_GIVEN RECORDS:_
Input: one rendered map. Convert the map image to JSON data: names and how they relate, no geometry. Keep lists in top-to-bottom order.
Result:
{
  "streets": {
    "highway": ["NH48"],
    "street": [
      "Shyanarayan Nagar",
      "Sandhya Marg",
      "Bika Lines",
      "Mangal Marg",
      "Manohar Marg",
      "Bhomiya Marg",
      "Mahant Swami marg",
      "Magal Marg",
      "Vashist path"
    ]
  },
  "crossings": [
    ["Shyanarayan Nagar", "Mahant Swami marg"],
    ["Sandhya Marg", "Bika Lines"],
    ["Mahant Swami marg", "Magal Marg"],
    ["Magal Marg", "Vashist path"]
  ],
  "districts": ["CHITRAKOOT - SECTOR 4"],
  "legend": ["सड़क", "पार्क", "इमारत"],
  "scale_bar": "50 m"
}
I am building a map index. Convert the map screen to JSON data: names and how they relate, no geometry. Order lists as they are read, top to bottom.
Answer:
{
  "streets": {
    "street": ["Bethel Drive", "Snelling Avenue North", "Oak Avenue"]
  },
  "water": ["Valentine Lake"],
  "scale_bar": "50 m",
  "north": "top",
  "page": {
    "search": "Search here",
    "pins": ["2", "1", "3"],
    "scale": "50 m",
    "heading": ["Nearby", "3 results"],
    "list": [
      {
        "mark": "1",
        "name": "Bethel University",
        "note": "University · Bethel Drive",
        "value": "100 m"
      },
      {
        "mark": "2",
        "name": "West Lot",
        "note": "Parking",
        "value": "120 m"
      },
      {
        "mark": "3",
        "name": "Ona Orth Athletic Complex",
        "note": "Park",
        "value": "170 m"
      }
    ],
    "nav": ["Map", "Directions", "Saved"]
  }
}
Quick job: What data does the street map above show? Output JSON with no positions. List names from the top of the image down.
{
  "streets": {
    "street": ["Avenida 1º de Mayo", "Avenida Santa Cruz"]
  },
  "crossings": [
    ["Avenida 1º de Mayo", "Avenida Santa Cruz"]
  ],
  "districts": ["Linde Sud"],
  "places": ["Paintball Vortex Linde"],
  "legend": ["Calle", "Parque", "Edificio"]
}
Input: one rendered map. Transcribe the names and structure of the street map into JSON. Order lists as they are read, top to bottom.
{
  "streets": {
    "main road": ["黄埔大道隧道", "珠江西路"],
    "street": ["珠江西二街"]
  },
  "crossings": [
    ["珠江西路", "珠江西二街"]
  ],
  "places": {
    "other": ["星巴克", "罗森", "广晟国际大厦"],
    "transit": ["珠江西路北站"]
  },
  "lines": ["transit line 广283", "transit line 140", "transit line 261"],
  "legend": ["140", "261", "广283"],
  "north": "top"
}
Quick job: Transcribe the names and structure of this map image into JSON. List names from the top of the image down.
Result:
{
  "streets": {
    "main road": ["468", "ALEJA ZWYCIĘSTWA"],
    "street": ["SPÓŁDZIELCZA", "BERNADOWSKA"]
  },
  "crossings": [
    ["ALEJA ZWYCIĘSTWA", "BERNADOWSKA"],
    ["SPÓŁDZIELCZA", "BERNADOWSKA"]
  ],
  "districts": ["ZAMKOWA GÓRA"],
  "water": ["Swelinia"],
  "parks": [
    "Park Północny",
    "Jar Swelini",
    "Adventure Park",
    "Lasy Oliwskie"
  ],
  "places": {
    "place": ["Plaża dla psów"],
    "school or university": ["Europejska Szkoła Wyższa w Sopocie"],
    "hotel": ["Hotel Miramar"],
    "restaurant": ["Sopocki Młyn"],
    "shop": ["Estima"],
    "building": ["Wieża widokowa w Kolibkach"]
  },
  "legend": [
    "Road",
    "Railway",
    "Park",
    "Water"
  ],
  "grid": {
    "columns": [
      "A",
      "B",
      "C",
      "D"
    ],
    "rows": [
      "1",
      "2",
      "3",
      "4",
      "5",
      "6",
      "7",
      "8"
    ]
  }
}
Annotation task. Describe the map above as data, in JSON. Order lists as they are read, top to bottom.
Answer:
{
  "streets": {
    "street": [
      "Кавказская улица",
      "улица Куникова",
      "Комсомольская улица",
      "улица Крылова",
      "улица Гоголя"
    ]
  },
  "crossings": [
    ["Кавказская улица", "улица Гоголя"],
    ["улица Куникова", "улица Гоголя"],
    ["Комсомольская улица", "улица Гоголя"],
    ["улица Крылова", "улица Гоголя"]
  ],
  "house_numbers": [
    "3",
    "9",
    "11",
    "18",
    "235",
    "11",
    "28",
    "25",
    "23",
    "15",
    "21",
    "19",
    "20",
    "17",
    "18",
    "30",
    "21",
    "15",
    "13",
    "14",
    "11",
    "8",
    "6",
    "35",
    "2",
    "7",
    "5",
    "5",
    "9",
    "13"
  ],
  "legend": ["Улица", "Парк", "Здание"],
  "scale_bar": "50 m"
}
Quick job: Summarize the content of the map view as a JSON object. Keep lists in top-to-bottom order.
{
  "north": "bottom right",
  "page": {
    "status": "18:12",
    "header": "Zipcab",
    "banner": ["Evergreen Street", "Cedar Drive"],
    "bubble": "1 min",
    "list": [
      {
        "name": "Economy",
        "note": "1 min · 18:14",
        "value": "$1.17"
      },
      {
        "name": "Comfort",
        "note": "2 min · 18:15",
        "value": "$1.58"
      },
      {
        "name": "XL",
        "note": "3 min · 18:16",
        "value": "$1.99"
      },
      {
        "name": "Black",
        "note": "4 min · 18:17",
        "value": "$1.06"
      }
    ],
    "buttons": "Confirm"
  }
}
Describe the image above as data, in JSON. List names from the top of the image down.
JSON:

_GOAL OF THE EXERCISE:_ Transcribe the data above exactly as it reads.

_RESPONSE TO THIS TASK:_
Input: one rendered map. Convert the map image to JSON data: names and how they relate, no geometry. Keep lists in top-to-bottom order.
Result:
{
  "streets": {
    "highway": ["NH48"],
    "street": [
      "Shyanarayan Nagar",
      "Sandhya Marg",
      "Bika Lines",
      "Mangal Marg",
      "Manohar Marg",
      "Bhomiya Marg",
      "Mahant Swami marg",
      "Magal Marg",
      "Vashist path"
    ]
  },
  "crossings": [
    ["Shyanarayan Nagar", "Mahant Swami marg"],
    ["Sandhya Marg", "Bika Lines"],
    ["Mahant Swami marg", "Magal Marg"],
    ["Magal Marg", "Vashist path"]
  ],
  "districts": ["CHITRAKOOT - SECTOR 4"],
  "legend": ["सड़क", "पार्क", "इमारत"],
  "scale_bar": "50 m"
}
I am building a map index. Convert the map screen to JSON data: names and how they relate, no geometry. Order lists as they are read, top to bottom.
Answer:
{
  "streets": {
    "street": ["Bethel Drive", "Snelling Avenue North", "Oak Avenue"]
  },
  "water": ["Valentine Lake"],
  "scale_bar": "50 m",
  "north": "top",
  "page": {
    "search": "Search here",
    "pins": ["2", "1", "3"],
    "scale": "50 m",
    "heading": ["Nearby", "3 results"],
    "list": [
      {
        "mark": "1",
        "name": "Bethel University",
        "note": "University · Bethel Drive",
        "value": "100 m"
      },
      {
        "mark": "2",
        "name": "West Lot",
        "note": "Parking",
        "value": "120 m"
      },
      {
        "mark": "3",
        "name": "Ona Orth Athletic Complex",
        "note": "Park",
        "value": "170 m"
      }
    ],
    "nav": ["Map", "Directions", "Saved"]
  }
}
Quick job: What data does the street map above show? Output JSON with no positions. List names from the top of the image down.
{
  "streets": {
    "street": ["Avenida 1º de Mayo", "Avenida Santa Cruz"]
  },
  "crossings": [
    ["Avenida 1º de Mayo", "Avenida Santa Cruz"]
  ],
  "districts": ["Linde Sud"],
  "places": ["Paintball Vortex Linde"],
  "legend": ["Calle", "Parque", "Edificio"]
}
Input: one rendered map. Transcribe the names and structure of the street map into JSON. Order lists as they are read, top to bottom.
{
  "streets": {
    "main road": ["黄埔大道隧道", "珠江西路"],
    "street": ["珠江西二街"]
  },
  "crossings": [
    ["珠江西路", "珠江西二街"]
  ],
  "places": {
    "other": ["星巴克", "罗森", "广晟国际大厦"],
    "transit": ["珠江西路北站"]
  },
  "lines": ["transit line 广283", "transit line 140", "transit line 261"],
  "legend": ["140", "261", "广283"],
  "north": "top"
}
Quick job: Transcribe the names and structure of this map image into JSON. List names from the top of the image down.
Result:
{
  "streets": {
    "main road": ["468", "ALEJA ZWYCIĘSTWA"],
    "street": ["SPÓŁDZIELCZA", "BERNADOWSKA"]
  },
  "crossings": [
    ["ALEJA ZWYCIĘSTWA", "BERNADOWSKA"],
    ["SPÓŁDZIELCZA", "BERNADOWSKA"]
  ],
  "districts": ["ZAMKOWA GÓRA"],
  "water": ["Swelinia"],
  "parks": [
    "Park Północny",
    "Jar Swelini",
    "Adventure Park",
    "Lasy Oliwskie"
  ],
  "places": {
    "place": ["Plaża dla psów"],
    "school or university": ["Europejska Szkoła Wyższa w Sopocie"],
    "hotel": ["Hotel Miramar"],
    "restaurant": ["Sopocki Młyn"],
    "shop": ["Estima"],
    "building": ["Wieża widokowa w Kolibkach"]
  },
  "legend": [
    "Road",
    "Railway",
    "Park",
    "Water"
  ],
  "grid": {
    "columns": [
      "A",
      "B",
      "C",
      "D"
    ],
    "rows": [
      "1",
      "2",
      "3",
      "4",
      "5",
      "6",
      "7",
      "8"
    ]
  }
}
Annotation task. Describe the map above as data, in JSON. Order lists as they are read, top to bottom.
Answer:
{
  "streets": {
    "street": [
      "Кавказская улица",
      "улица Куникова",
      "Комсомольская улица",
      "улица Крылова",
      "улица Гоголя"
    ]
  },
  "crossings": [
    ["Кавказская улица", "улица Гоголя"],
    ["улица Куникова", "улица Гоголя"],
    ["Комсомольская улица", "улица Гоголя"],
    ["улица Крылова", "улица Гоголя"]
  ],
  "house_numbers": [
    "3",
    "9",
    "11",
    "18",
    "235",
    "11",
    "28",
    "25",
    "23",
    "15",
    "21",
    "19",
    "20",
    "17",
    "18",
    "30",
    "21",
    "15",
    "13",
    "14",
    "11",
    "8",
    "6",
    "35",
    "2",
    "7",
    "5",
    "5",
    "9",
    "13"
  ],
  "legend": ["Улица", "Парк", "Здание"],
  "scale_bar": "50 m"
}
Quick job: Summarize the content of the map view as a JSON object. Keep lists in top-to-bottom order.
{
  "north": "bottom right",
  "page": {
    "status": "18:12",
    "header": "Zipcab",
    "banner": ["Evergreen Street", "Cedar Drive"],
    "bubble": "1 min",
    "list": [
      {
        "name": "Economy",
        "note": "1 min · 18:14",
        "value": "$1.17"
      },
      {
        "name": "Comfort",
        "note": "2 min · 18:15",
        "value": "$1.58"
      },
      {
        "name": "XL",
        "note": "3 min · 18:16",
        "value": "$1.99"
      },
      {
        "name": "Black",
        "note": "4 min · 18:17",
        "value": "$1.06"
      }
    ],
    "buttons": "Confirm"
  }
}
Describe the image above as data, in JSON. List names from the top of the image down.
JSON:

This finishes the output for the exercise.